Anonymous message from magazine

1. Problem statement
2. Insights
- 2.1. Set theory
3. Solution
4. Tests
- 4.1. Basic tests
- 4.2. Property-based tests
5. References

1. Problem statement

Given two input texts message and magazine, determine if the message can be reconstructed by consuming the letters from the magazine (Aziz et al., 2018, p. 175).

Input: message = "hello", magazine = "old"
Output: False

Input: message = "hello", magazine = "old elf hat"
Output: True

2. Insights

2.1. Set theory

The message can only be constructed from the magazine if it is a subset of the magazine text.

If we simplify the problem to just 1 letter (let's say that the message can only be constructed out of 1 letter), then it's just a matter of whether the magazine has enough copies of that letter. For example, if the message requirse 5 "e" letters but the magazine (in total) has only 4 of them, then we cannot construct the message from the magazine.

The original problem is just checking whether all letters in the message satisfy the above constraint.

3. Solution

3.1. Brute force

Search to see if each letter in the message is found in the magazine. Each time we find the letter in the magazine, shrink the magazine by slicing out that letter.

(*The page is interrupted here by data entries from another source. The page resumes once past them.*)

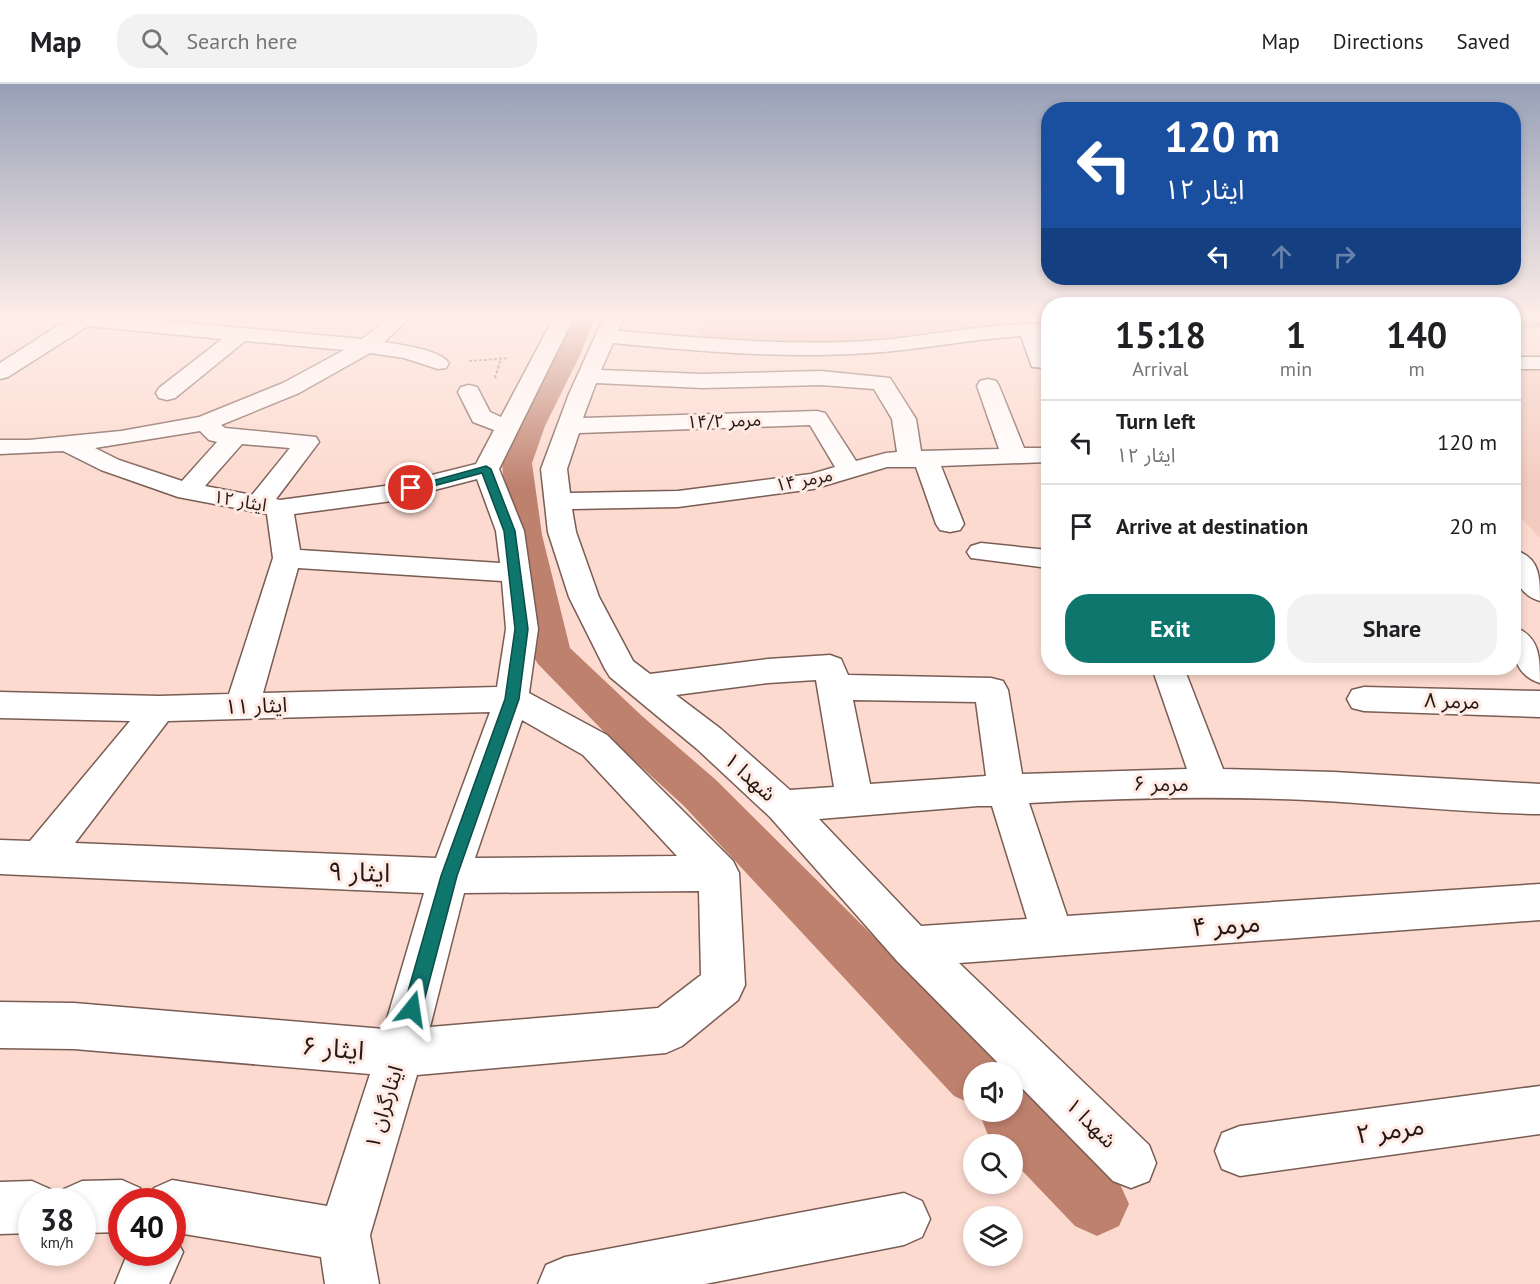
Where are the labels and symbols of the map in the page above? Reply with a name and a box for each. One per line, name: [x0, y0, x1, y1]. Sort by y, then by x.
street label: مرمر ۱۴/۲: [686, 408, 762, 433]
pin: [385, 462, 436, 513]
street label: مرمر ۱۴: [773, 463, 834, 496]
street label: ایثار ۱۲: [212, 485, 268, 516]
street label: مرمر ۸: [1424, 686, 1480, 715]
street label: ایثار ۱۱: [224, 691, 288, 720]
street label: شهدا ۱: [719, 746, 782, 807]
street label: مرمر ۶: [1133, 770, 1189, 797]
street label: ایثار ۹: [327, 854, 391, 889]
street label: مرمر ۴: [1191, 906, 1261, 943]
position arrow: [380, 977, 444, 1041]
street label: ایثار ۶: [300, 1028, 366, 1067]
street label: ایثارگران ۱: [358, 1062, 409, 1152]
street label: شهدا ۱: [1060, 1092, 1122, 1154]
street label: مرمر ۲: [1354, 1108, 1426, 1151]
speed limit sign: 40: [108, 1188, 186, 1266]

The above algorithm mimics how we as humans would solve the problem naively.

brute_force🔗

def is_message_from_magazine_brute_force(message: str, magazine: str) -> bool:
    # An empty message is always constructible, regardless of the magazine.
    if not message:
        return True

    for c in message:
        # Find the first occurrence of the letter in the magazine.
        i = magazine.find(c)
        if i == -1:
            return False
        # Remove found letter from magazine. "Cut" it out of the magazine.
        magazine = magazine[:i] + magazine[i+1:]

    return True

The time complexity is at least \(O(m)\) where \(m\) is the length of the message. But it is much worse than that because magazine.find(c) itself has \(O(t)\) time complexity where \(t\) is the length of the magazine text, as the magazine is not sorted. It may be that Python's find() method sorts the string internally first to cut this cost down, but that is beyond the scope of this exercise (one could argue that the Python implementation has a custom find() method that is not the one found in CPython, for example).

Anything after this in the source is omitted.